Bosnia done backwards is still a model, just with more real-time anguish

ARTICLE: "Divided They Stand, but on Graves," by Thom Shanker, New York Times, 19 August 2007, p. W1.
As I have penned many times, Iraq is Yugoslavia done backwards: instead of letting the cleansing go on for years and then intervening to topple the dictator holding together the fake state, in Iraq we took down the dictator first and now find ourselves enduring that fake state's ongoing soft-but-bloody partition.
Bosnia can't be a model, we are told, because there is no Shiastan or Sunnistan, and the only way to get one is to allow a lot of bloodshed or to force 20 percent of the population to move as a result of an agreement.
But since there is no political will for such an agreement, especially so long as we stay, the slo-mo cleansing seems the only alternative, along with Americans lost trying to tamp down on it.
That seems equally bad, especially since Sunnis and Shias are nowhere near exhaustion.
In the end, no one wants partition but the Kurds, hence my call for the 2K solution: draw down and pull back in southern Iraq and move bulk of forces to Kurdistan (where we are small) and Kuwait (where we are already large) and simply wait out the Sunni-Shia fight, which our generals on the ground don't want because they'd view that path as their operational failure. But frankly, political requirements (i.e., protecting our public's willingness to stay militarily engaged in the region) should overrule that professional desire. Political leaders don't tell generals how to fight, but they should--in our system--tell them when our fight has logically concluded.
By releasing the Sunni-Shia dogs of war, we force Saudi Arabia and Iran to fish or cut bait. Whatever they choose, we save our troops' lives and our political will to remain engaged.
That's not defeatism. That's keeping your eye on the prize: not some illusory "victory" in Iraq, but a region transformed--one way or another.
Reader Comments (14)
Something I've never understood, is why all the talk about federation or autonomy always assumed 3 states; why not more? Let the areas dominated by a single group do their own thing (in two of the three, that means a lot of infighting). That leave the areas with a mix of two or three groups; subdivide them still further, concentrate efforts at pacifying them, or come up with a new political structure to accomodate everyone. Which is more or less how Yugoslavia's partition was settled; Bosnia was that mixed area.

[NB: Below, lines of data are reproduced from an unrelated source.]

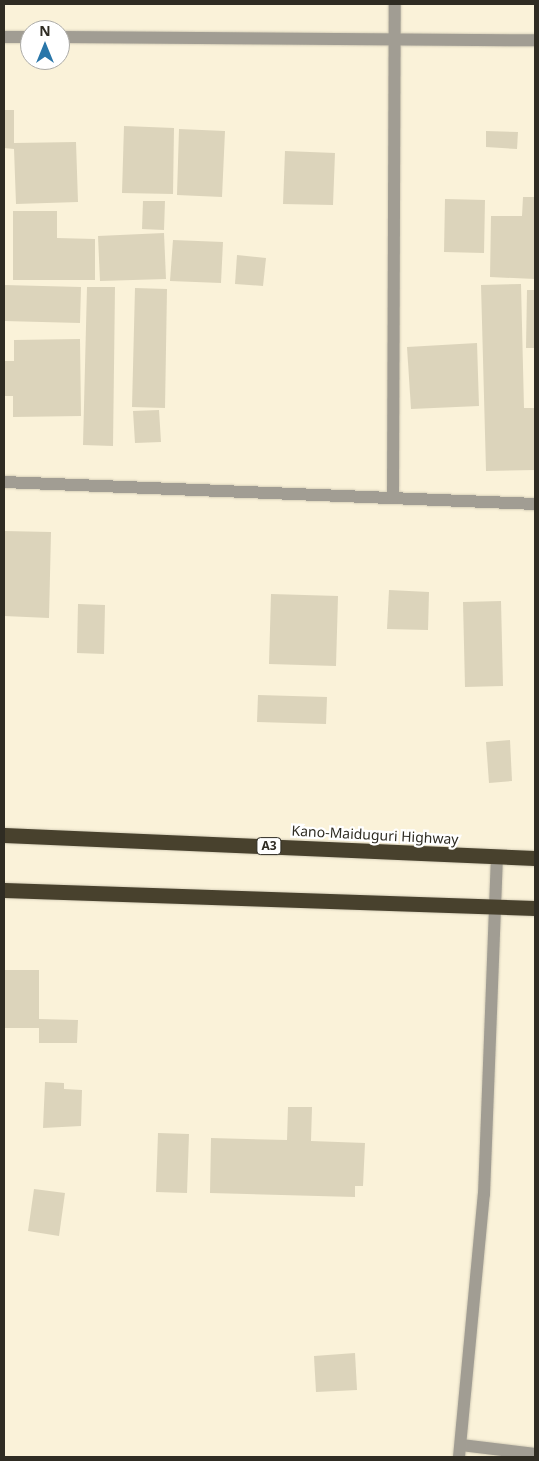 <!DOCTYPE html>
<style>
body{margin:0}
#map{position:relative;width:539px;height:1461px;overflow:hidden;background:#faf2d9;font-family:"Noto Sans",sans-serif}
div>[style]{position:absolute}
.building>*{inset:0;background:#dcd4bb}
.roads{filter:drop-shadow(0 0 1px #d5ceb8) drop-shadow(0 0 1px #d5ceb8)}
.street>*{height:12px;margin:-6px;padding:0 6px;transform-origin:6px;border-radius:6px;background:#a19d93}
.highway>*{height:15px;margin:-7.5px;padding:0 7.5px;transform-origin:7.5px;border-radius:7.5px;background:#48412d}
span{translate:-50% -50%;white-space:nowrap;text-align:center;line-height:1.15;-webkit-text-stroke:4.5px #fff;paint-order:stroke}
.shield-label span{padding:1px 4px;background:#fff;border:1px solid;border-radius:4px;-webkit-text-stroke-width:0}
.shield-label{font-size:12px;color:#2f2c23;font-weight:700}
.street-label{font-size:14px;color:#2f2c23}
.frame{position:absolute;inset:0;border:5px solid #2f2c23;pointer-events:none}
.north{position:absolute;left:20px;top:20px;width:50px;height:50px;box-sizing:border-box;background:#fff;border:1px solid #acaba7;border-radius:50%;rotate:0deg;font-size:14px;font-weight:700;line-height:20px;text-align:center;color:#2f2c23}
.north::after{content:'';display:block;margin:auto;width:18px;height:22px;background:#2976a9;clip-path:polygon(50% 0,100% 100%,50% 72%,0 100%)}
</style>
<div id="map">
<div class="building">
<div style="clip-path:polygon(4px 110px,14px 110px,14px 143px,76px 142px,78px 202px,16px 204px,14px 149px,4px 148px)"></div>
<div style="clip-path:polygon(124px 126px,174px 128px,173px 194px,122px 193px)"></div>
<div style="clip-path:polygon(179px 129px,225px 131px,222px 197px,177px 195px)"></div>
<div style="clip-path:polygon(486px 131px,518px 132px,517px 149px,486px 147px)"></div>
<div style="clip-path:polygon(285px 151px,335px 153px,333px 205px,283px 204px)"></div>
<div style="clip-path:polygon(523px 197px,535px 197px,535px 279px,490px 277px,491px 216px,522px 216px)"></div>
<div style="clip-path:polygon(445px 199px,485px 200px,484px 253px,444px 252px)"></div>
<div style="clip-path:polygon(143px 201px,165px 201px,164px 230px,142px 229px)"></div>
<div style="clip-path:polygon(13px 211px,57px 211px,57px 238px,95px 239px,95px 280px,13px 280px)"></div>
<div style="clip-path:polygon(164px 233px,166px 279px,100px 281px,98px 236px)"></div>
<div style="clip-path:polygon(173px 240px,223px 242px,221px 283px,170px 281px)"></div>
<div style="clip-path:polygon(237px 255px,266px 258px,263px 286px,235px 284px)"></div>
<div style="clip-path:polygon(521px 284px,524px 408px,535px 408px,535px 470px,486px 471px,481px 285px)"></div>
<div style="clip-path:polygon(4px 285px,81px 287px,80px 323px,4px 321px)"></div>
<div style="clip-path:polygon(87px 287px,115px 287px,113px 446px,83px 445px)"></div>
<div style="clip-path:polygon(135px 288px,167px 289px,165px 408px,132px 407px)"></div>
<div style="clip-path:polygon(527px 290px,535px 290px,535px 348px,526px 348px)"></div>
<div style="clip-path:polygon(80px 339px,81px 416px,13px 417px,13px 396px,4px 396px,4px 361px,14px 361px,14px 340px)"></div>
<div style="clip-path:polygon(477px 343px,479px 406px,411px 409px,407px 347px)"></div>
<div style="clip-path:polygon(159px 410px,161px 442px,135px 443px,133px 411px)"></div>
<div style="clip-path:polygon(4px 531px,51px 532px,49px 618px,4px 616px)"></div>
<div style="clip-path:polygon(389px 590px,429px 592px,428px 630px,387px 629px)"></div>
<div style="clip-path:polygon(271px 594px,338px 596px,336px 666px,269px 664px)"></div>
<div style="clip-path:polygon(501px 601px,503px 686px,465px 687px,463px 602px)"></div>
<div style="clip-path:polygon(78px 604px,105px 605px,104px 654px,77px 653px)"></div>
<div style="clip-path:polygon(258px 695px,327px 697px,326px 724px,257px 722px)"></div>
<div style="clip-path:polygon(510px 740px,512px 781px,489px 783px,486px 742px)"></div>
<div style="clip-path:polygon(4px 970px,39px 970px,39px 1019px,78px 1020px,77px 1043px,39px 1043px,39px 1028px,4px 1028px)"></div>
<div style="clip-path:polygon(45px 1082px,64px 1083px,64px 1089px,82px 1090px,81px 1126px,43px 1128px)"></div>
<div style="clip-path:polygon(288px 1107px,312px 1107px,311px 1141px,365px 1143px,363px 1186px,355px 1186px,355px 1197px,210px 1193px,211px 1138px,287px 1140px)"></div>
<div style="clip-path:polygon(158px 1133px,189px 1134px,187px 1193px,156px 1192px)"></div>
<div style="clip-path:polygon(34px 1189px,65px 1193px,59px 1236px,28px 1231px)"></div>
<div style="clip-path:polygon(355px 1353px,357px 1390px,316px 1392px,314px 1356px)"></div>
</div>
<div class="roads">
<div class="street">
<div style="left:4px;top:37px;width:26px"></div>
<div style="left:60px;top:37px;width:475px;rotate:0.4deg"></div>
<div style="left:4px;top:482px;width:531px;rotate:2.37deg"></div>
<div style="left:393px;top:497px;width:493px;rotate:-89.8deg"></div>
<div style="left:461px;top:1445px;width:75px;rotate:6.9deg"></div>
<div style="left:459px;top:1457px;width:264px;rotate:-84.6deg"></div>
<div style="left:484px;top:1194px;width:338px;rotate:-87.8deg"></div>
</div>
<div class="highway">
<div style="left:4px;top:835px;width:531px;rotate:2.48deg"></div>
<div style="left:4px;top:890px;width:531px;rotate:1.94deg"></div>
</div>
</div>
<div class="shield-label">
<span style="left:269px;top:846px">A3</span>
</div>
<div class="street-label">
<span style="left:375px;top:835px;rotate:3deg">Kano-Maiduguri Highway</span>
</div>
<div class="frame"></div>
<div class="north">N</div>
</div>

Well, then to the victors go the spoils. Except maybe for Iran, the political map of the Middle East was pretty much drawn for now-obsolete, short-term reasons by the western powers. The people who actually live the have the right and the responsibility to come some sort of settlement themselves. That may involve war in Mesopotamia and elsewhere, but we have no reason to be a part of it.
Pretty good, considering neither Saudi or Iran would be able to fund a war for long without oil income. The first thing people need to encourage them to stop fighting, is an incentive to stop fighting.
This conventional wisdom bullshit is what got us into trouble in Vietnam. Quit being afraid of the future.
More importantly, however things finally settle out, I can't see how it will do much to help bring good governance to the region, much less reduce the threat of Islamism and terrorism.
You need to read histories of WWII. Ike's entire operational ethos was limiting unnecessary US casualties, per FDR, to avoid a dramatic pullback following the war.
You blow that, you blow the Cold War completely.
Same logic here. Don't romanticize things with accusations of nobility. Fighting hard and fighting smart are sometimes not the same thing.
As a point of comparison on the matter, read a Soviet history of WWII. You will locate in that delta the difference between democracies and totalitarian states, and it's one worth preserving.
isn't Bosnia better off than it was? and isn't it also better off now that Iraq is? those are my impressions.